The original explosion of media attention around the Norwegian black metal scene occurred and was in full swing around the times of my fourteenth, fifteenth, and sixteenth birthdays. I missed it, really. Being in my mid-teens, having a media that was still largely only one-way, and being in a country where the so-called music industry is basically entirely a suck on the knob of American and Japanese conglomerate music divisions, lent itself to that.
However, as I was making more and more tentative steps towards increasingly hardcore and alternative forms of music that descended directly from Black Sabbath, I frequently caught sight of the visage and name of one Varg Vikernes, or Kristian to his mother. Much of what I read in magazines at the time concerned itself with the murder of one Øystein Aarseth, or Euronymous to his fans. If I remember correctly, the murder occurred around the time that Finnish black metallers Impaled Nazarene released their second and best album, Ugra Karma. I remember this point well because one magazine I was reading at the time had a small piece concerning Impaled Nazarene in which their vocalist, Mika Luttinen, commented that murdering Euronymous had nothing to do with the so-called black metal council that Euronymous was spouting off about, and more to do with Euronymous taking “this Burzum guy’s girl”. If I remember correctly, Mika‘s comment ended with the words “incredibly fucking childish”.
As it turns out, the case and the details leading up to it were far more complex than this. More on this shortly. What I want to make very, very clear first is that whilst I find it difficult, Varg is a very good example of how one can enjoy someone’s art whilst to some degree despising the artist. I have read a number of interviews with him now, during which he has spoken on a variety of subjects. And I will be damned if I can recall any interview with him in which something has not escaped his mouth that makes me think “what a moron”. For instance, in a February 2010 interview, he stated that he was happy to see “true Winter” return, and that for some reason, “nobody is talking about global warming anymore”. Leaving aside the ignorance of science this betrays, and the fact that at least twenty-five of the fifty hottest years since reliable measurements began in the nineteenth century have occurred during my lifetime, the real classic quote that betrays Varg’s ignorance about just about everything comes from an interview hosted on his own website. Quote follows:
I have met Norwegian men who have had girlfriends who didn’t even know how to mix lemonade or boil an egg – and note the past form of the verb, have had girlfriends, as they obviously didn’t bother to stay with them. The beauty of the women lured the men to them, but they had no other qualities, so they didn’t manage to hold onto their men.

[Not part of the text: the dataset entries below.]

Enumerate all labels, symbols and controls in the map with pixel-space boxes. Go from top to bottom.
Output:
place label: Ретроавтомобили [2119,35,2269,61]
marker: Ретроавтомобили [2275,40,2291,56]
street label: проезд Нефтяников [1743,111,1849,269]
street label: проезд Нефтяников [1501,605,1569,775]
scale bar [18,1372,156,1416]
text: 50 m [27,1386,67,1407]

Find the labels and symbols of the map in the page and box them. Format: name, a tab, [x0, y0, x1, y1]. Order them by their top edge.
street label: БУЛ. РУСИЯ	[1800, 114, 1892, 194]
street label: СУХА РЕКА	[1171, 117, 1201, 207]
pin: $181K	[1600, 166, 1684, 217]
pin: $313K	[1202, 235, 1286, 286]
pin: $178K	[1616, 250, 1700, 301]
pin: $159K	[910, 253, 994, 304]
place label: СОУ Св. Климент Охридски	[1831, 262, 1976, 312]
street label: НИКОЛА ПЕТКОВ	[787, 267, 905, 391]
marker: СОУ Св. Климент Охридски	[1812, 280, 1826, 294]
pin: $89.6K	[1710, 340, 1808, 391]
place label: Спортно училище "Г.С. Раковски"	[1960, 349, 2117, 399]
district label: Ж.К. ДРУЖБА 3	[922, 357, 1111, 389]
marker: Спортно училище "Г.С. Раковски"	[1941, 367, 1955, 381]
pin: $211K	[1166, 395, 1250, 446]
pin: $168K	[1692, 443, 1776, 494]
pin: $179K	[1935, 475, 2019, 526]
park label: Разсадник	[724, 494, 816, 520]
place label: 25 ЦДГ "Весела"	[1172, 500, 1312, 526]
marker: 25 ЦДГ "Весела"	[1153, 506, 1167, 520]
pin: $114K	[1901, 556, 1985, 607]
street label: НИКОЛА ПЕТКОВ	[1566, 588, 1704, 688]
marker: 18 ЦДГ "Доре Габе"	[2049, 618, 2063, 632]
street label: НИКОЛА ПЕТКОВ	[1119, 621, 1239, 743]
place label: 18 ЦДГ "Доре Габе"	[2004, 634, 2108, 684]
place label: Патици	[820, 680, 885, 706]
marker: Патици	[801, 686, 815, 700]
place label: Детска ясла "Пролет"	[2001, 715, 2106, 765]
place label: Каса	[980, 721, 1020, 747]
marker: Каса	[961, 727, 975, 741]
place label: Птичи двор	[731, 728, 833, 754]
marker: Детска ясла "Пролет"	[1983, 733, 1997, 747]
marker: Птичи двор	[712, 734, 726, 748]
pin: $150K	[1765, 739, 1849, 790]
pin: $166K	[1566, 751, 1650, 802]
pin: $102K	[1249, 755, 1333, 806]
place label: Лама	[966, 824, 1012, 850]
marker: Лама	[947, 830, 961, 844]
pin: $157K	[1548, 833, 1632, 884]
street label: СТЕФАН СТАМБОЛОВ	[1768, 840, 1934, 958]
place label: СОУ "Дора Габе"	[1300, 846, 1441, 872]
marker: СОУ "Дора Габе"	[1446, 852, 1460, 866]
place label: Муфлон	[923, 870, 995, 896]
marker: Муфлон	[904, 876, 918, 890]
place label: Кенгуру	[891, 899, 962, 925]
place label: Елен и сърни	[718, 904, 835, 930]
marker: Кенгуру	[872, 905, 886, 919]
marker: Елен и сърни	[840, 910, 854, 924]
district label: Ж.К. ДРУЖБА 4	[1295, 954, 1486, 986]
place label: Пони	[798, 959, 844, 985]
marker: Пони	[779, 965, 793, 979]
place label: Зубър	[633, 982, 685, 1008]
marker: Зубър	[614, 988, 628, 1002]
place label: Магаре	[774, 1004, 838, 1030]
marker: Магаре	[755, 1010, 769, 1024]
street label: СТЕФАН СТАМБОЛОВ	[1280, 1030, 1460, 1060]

Are you fukking serious, Varg? Whilst I will admit that I cannot cook for myself worth a shit, there is a list of criteria that I look for in a woman I will want to regular spend time with. Being able to understand, or learn to understand, the autistic experience and having an intelligence quotient above 120 is at the top of the list. If you travelled down the list to where knowing how to “mix lemonade” or “boil an egg” sits, you would be more likely to reach Proxima Centaurii than complete the journey in spite of the frustration it entails. It would literally be like trying to get to somewhere important in Brisbane from one of its outer suburbs.
And I repeat: every single interview with Kristian Vikernes, without exception, contains at least one quote that will leave an intelligent reader gobsmacked to this degree at his sheer lack of insight. He cannot even make a comment concerning what a destructive force Christianisation has proven to Norway without inducing what the first generation to grow up with an Internet having been in public use during their entire lifetime refer to as a “facepalm”.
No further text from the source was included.